→ Collected data entries:
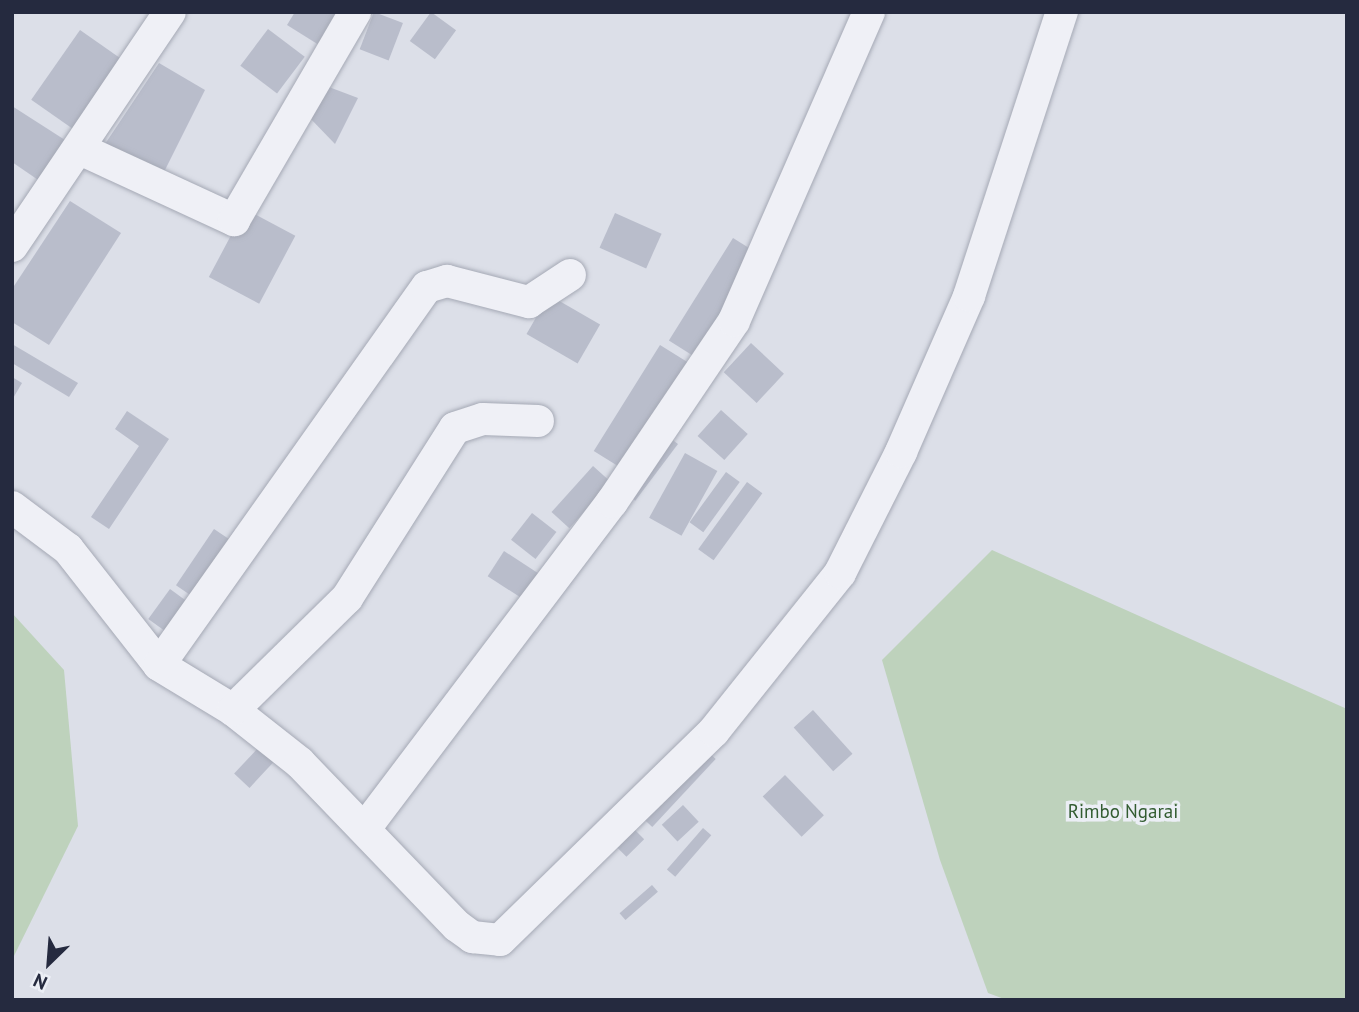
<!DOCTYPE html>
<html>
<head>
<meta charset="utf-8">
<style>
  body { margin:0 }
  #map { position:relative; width:1359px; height:1012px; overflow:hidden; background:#dcdfe8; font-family:"PT Sans",sans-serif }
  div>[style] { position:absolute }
  .green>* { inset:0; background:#bed2bc }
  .building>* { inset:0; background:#b9bdcb; transform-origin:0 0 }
  .roads { filter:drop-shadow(0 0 2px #a5a9b5) drop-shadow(0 0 2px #a5a9b5) }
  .minor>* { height:32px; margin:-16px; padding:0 16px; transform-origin:16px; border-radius:16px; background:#eff0f6 }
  span { translate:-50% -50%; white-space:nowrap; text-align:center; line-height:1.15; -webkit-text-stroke:7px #ebeef5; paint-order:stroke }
  .park-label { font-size:19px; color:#325c31 }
  .frame { position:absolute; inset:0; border:14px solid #252a3f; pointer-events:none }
  .north { position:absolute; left:14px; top:928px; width:70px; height:70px; -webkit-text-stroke:5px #ebeef5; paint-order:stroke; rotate:205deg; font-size:19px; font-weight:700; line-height:28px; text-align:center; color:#252a3f }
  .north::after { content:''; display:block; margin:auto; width:24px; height:32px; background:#252a3f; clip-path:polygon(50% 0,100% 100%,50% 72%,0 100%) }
</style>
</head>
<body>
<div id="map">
  <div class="green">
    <div style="clip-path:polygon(992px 550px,1347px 709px,1347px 1000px,1007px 1000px,988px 993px,940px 860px,882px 660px)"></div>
    <div style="clip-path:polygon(12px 613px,64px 670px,78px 826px,12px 960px)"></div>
  </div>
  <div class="building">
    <div style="clip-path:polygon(295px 12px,346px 12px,327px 50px,287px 25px)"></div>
    <div style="left:374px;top:12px;width:31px;height:40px;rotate:21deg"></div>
    <div style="left:431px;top:12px;width:31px;height:36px;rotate:36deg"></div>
    <div style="left:268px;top:29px;width:46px;height:46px;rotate:37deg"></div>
    <div style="left:80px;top:30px;width:51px;height:85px;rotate:35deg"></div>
    <div style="clip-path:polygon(159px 63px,205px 90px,159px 182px,103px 147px)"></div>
    <div style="clip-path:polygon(321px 84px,358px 98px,335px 144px,307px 115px)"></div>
    <div style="clip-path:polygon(12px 106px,65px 140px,44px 184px,12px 162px)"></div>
    <div style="clip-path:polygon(70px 201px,121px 233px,49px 345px,12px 322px,12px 289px)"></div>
    <div style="left:245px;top:209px;width:57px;height:77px;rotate:28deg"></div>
    <div style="left:615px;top:213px;width:51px;height:38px;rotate:24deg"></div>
    <div style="left:733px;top:238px;width:36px;height:121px;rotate:32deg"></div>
    <div style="left:549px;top:295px;width:59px;height:45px;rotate:30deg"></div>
    <div style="left:751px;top:343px;width:45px;height:40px;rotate:43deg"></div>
    <div style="clip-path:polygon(12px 344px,78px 383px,69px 397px,12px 363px)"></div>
    <div style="left:660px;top:345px;width:36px;height:125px;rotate:32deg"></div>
    <div style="clip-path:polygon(12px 377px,22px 383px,12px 400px)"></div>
    <div style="left:721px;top:410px;width:36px;height:35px;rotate:42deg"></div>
    <div style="clip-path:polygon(127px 411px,169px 439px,109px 529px,91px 517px,139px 446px,115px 429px)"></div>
    <div style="left:666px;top:435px;width:15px;height:71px;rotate:37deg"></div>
    <div style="left:685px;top:453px;width:37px;height:74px;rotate:29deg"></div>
    <div style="left:593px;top:466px;width:24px;height:62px;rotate:42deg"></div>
    <div style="left:726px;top:472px;width:17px;height:62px;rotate:36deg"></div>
    <div style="left:747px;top:482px;width:19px;height:83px;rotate:36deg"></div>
    <div style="left:532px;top:513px;width:31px;height:34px;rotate:38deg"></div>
    <div style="left:214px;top:529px;width:22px;height:68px;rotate:34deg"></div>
    <div style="left:504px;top:551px;width:43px;height:30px;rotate:33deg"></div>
    <div style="left:170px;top:589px;width:22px;height:37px;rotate:36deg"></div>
    <div style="left:813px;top:710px;width:59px;height:26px;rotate:48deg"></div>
    <div style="left:258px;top:748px;width:21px;height:35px;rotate:43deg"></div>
    <div style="left:704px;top:748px;width:16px;height:93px;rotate:43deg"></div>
    <div style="left:785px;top:775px;width:56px;height:31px;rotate:46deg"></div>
    <div style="left:683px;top:805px;width:23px;height:29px;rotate:47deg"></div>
    <div style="left:630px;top:825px;width:20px;height:25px;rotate:45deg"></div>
    <div style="left:703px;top:828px;width:11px;height:55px;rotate:41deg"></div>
    <div style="left:652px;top:885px;width:9px;height:43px;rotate:49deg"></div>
  </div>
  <div class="roads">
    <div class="minor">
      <div style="left:80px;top:149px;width:170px;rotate:24.8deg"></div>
      <div style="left:234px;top:220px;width:241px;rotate:-59.8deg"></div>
      <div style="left:12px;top:246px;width:282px;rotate:-56deg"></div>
      <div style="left:12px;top:507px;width:70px;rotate:36.9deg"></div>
      <div style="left:68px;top:549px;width:147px;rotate:51.9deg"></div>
      <div style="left:159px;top:665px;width:87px;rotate:31.3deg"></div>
      <div style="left:233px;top:710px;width:85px;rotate:38.3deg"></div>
      <div style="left:300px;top:763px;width:226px;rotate:46.1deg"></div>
      <div style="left:457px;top:926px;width:19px;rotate:36deg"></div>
      <div style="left:472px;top:937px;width:28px;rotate:6deg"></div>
      <div style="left:500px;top:940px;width:299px;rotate:-44.3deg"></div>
      <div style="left:714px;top:731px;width:202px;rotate:-51.4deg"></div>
      <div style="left:840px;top:573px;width:136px;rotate:-63.2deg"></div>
      <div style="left:901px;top:452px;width:170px;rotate:-66.4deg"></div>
      <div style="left:969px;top:296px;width:299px;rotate:-71.9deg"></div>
      <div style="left:159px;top:665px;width:463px;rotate:-54.7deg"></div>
      <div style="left:427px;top:287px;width:21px;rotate:-17deg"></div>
      <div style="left:447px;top:281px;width:85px;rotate:14.4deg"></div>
      <div style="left:529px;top:302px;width:49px;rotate:-33.4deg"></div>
      <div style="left:233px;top:710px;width:160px;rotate:-44.5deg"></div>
      <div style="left:347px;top:598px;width:201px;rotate:-57.6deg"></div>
      <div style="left:455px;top:428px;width:29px;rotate:-18deg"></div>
      <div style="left:483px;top:419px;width:55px;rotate:2.1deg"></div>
      <div style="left:366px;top:827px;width:408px;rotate:-52.9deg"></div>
      <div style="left:612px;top:502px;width:218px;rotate:-56deg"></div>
      <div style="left:734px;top:321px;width:337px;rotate:-66.4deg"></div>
    </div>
  </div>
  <div class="park-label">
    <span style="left:1123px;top:812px">Rimbo Ngarai</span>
  </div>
  <div class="frame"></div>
  <div class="north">N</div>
</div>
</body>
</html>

→ Problem statement:
Look above for the line with "height:32px; margin:-16px; padding:0"; retype exactly that line, every line after it up to the line with "position:absolute; left:14px; top:928px;", and that line too, nothing else.

→ Solution to this exercise:
  .minor>* { height:32px; margin:-16px; padding:0 16px; transform-origin:16px; border-radius:16px; background:#eff0f6 }
  span { translate:-50% -50%; white-space:nowrap; text-align:center; line-height:1.15; -webkit-text-stroke:7px #ebeef5; paint-order:stroke }
  .park-label { font-size:19px; color:#325c31 }
  .frame { position:absolute; inset:0; border:14px solid #252a3f; pointer-events:none }
  .north { position:absolute; left:14px; top:928px; width:70px; height:70px; -webkit-text-stroke:5px #ebeef5; paint-order:stroke; rotate:205deg; font-size:19px; font-weight:700; line-height:28px; text-align:center; color:#252a3f }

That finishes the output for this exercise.